1. Setup and Notation
Work with two completed IBM quantum experiments over the same measurement space:
A signal experiment (the actual 5-bit arXiv result JSON).
A noise-template (a 5-bit noise-variant).
Each experiment measures bitstrings b of fixed length (10 bits).
From the signal JSON we extract:
A count map:
c_sig(b) ∈ N_0
giving the number of shots that collapsed into bitstring b.
A total number of shots:
N_sig = ∑_b c_sig(b).
From the noise JSON we extract:
A count map:
c_noise(b) ∈ N_0
for the noise-dominated run.
A total number of shots:
N_noise = ∑_b c_noise(b).
Define the joint outcome space as the union of all bitstrings that appear in either run:
S = {b ∣ c_sig(b) > 0} ∪ {b ∣ c_noise(b) > 0}.
Every subsequent step is defined on this set S.
Also introduce a noise-subtraction strength parameter:
α ≥ 0,
where α = 1 represents full subtraction of the noise template, and other values can be used to under- or over-subtract by design.
2. Rescaling the Noise to the Signal Shot Budget
The key idea is that the noise run, and the signal run may have different shot counts. We want to interpret the noise template as 'what the noise would look like if it had been collected with N_sig shots', so that subtraction has a clean physical meaning.
Define a shot rescaling factor:
scale = N_sig/N_noise.
For each bitstring b ∈ S, define:
The expected signal counts (which are just the observed counts):
E_sig(b) = c_sig(b).
The expected noise counts at the signal shot budget, scaled and weighted by α:
E_noise(b) = α * scale * c_noise(b) = α * N_sig/N_noise * c_noise(b).
Thus, if the two runs had equal shots and α = 1, this reduces to subtracting counts directly. When the shots differ, the rescaling keeps the interpretation 'subtract the expected noise you would have seen in N_sig shots'.
3. Constructing the Expected Difference Distribution
For each bitstring b ∈ S, form the expected difference in counts:
E_diff(b) = E_sig(b) - E_noise(b) = c_sig(b) - α * N_sig/N_noise * c_noise(b).
This is a real-valued quantity.

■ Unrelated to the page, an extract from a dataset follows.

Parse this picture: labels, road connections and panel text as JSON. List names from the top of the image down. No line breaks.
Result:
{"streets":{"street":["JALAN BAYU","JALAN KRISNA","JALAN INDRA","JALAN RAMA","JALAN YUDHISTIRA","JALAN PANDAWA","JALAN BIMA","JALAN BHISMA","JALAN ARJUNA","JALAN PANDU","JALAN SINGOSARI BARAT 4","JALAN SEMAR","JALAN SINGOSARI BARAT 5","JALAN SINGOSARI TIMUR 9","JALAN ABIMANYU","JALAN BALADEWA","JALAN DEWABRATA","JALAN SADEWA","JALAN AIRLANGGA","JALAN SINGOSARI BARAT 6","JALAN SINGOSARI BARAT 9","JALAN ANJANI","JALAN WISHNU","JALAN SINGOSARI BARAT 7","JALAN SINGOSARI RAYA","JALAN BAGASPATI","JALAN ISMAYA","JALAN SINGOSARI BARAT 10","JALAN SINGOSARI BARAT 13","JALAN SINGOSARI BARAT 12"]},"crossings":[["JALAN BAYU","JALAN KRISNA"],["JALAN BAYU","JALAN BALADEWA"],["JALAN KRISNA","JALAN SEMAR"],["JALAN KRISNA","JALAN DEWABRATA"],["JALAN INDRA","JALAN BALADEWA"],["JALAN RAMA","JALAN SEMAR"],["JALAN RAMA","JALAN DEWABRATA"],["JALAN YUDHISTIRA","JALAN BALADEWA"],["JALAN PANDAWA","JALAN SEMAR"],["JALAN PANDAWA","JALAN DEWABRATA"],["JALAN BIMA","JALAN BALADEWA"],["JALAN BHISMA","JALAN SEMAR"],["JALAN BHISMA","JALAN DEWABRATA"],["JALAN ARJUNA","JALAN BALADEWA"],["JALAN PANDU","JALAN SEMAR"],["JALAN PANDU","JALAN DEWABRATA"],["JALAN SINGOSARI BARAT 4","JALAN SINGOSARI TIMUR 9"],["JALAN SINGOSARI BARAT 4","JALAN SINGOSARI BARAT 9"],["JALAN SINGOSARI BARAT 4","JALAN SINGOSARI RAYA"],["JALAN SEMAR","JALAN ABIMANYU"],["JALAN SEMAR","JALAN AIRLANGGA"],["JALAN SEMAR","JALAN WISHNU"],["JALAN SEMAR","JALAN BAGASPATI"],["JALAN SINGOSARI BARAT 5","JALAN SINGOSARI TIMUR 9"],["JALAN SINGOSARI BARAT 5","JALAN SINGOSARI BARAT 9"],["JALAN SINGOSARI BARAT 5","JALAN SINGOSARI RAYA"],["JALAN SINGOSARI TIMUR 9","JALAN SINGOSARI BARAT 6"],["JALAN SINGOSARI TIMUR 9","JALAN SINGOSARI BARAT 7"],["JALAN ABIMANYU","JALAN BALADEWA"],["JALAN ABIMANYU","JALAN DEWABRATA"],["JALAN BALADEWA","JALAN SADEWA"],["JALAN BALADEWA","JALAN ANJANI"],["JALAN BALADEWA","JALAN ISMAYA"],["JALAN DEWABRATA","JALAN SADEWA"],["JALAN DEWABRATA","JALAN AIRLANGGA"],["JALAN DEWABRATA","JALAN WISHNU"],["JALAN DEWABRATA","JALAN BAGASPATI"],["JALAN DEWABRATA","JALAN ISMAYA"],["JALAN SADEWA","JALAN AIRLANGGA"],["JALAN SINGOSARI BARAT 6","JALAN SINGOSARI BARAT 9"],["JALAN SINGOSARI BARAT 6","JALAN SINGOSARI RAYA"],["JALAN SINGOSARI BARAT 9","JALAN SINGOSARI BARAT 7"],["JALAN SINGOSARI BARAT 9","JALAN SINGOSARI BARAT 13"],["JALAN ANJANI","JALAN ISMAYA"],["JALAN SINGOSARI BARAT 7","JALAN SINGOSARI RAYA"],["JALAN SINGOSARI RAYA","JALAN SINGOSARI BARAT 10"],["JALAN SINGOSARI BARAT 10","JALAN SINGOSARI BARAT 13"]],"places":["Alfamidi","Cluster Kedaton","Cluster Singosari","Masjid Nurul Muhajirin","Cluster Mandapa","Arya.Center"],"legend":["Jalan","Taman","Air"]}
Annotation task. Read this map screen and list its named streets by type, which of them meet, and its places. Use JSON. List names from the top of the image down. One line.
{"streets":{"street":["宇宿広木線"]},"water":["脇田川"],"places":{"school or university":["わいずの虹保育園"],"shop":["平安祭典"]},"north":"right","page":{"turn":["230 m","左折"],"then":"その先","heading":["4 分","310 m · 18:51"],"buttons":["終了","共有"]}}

Some bins will be positive (signal-dominated), some near zero (noise-matched), and some negative (noise-dominated).
Then apply a small numerical threshold ε > 0 to avoid floating-point edge cases and to discard bins that are effectively zero:
If E_diff(b) > ε, keep it.
If E_diff(b) ≤ ε, treat it as zero and drop it from the positive support.
Define the positive expected set:
S_+ = {b ∈ S ∣ E_diff(b) > ε}.
On this set we define:
E_pos(b) = E_diff(b), b ∈ S_+.
If S_+ is empty or the total positive mass is effectively zero, treat that as a pathological situation where the subtraction has cancelled everything, in that case, fall back to the original signal counts c_sig(b) rather than outputting a meaningless all-zero distribution.
4. Normalizing to a Probability-Like Distribution
Assuming a nontrivial positive mass on S_+, compute the total positive expected count:
T = ∑_(b∈S_+) E_pos(b).
Then define a probability-like distribution q(b) over S_+:
q(b) = (E_pos(b))/T, b ∈ S_+.
By construction:
∑_(b∈S_+) q(b) = 1.
This q(b) is not directly observed probability from hardware, it is a derived distribution that represents the noise-subtracted, renormalized interference pattern inferred from the two runs.
5. Ideal Real-Valued Counts at the Signal Shot Budget
We now want to return to an object that looks like a backend histogram: integer counts that sum to exactly N_sig.
The ideal real-valued counts compatible with q(b) and shot budget N_sig are:
r(b) = q(b) * N_sig, b ∈ S_+.
Each r(b) is a real number that tells you how many counts this bin would receive on average if you drew N_sig samples from the ideal noise-subtracted distribution.
Then decompose each r(b) into an integer and a fractional part:
Integer part:
n_int(b) = ⌊r(b)⌋ (or equivalently, int(r(b))).
Fractional part:
f(b) = r(b) - n_int(b), 0 ≤ f(b) < 1.
Also compute the initial integer sum:
N_int = ∑_(b∈S_+) n_int(b).
In general, N_int will be less than or equal to N_sig, since taking floors throws away fractional contributions.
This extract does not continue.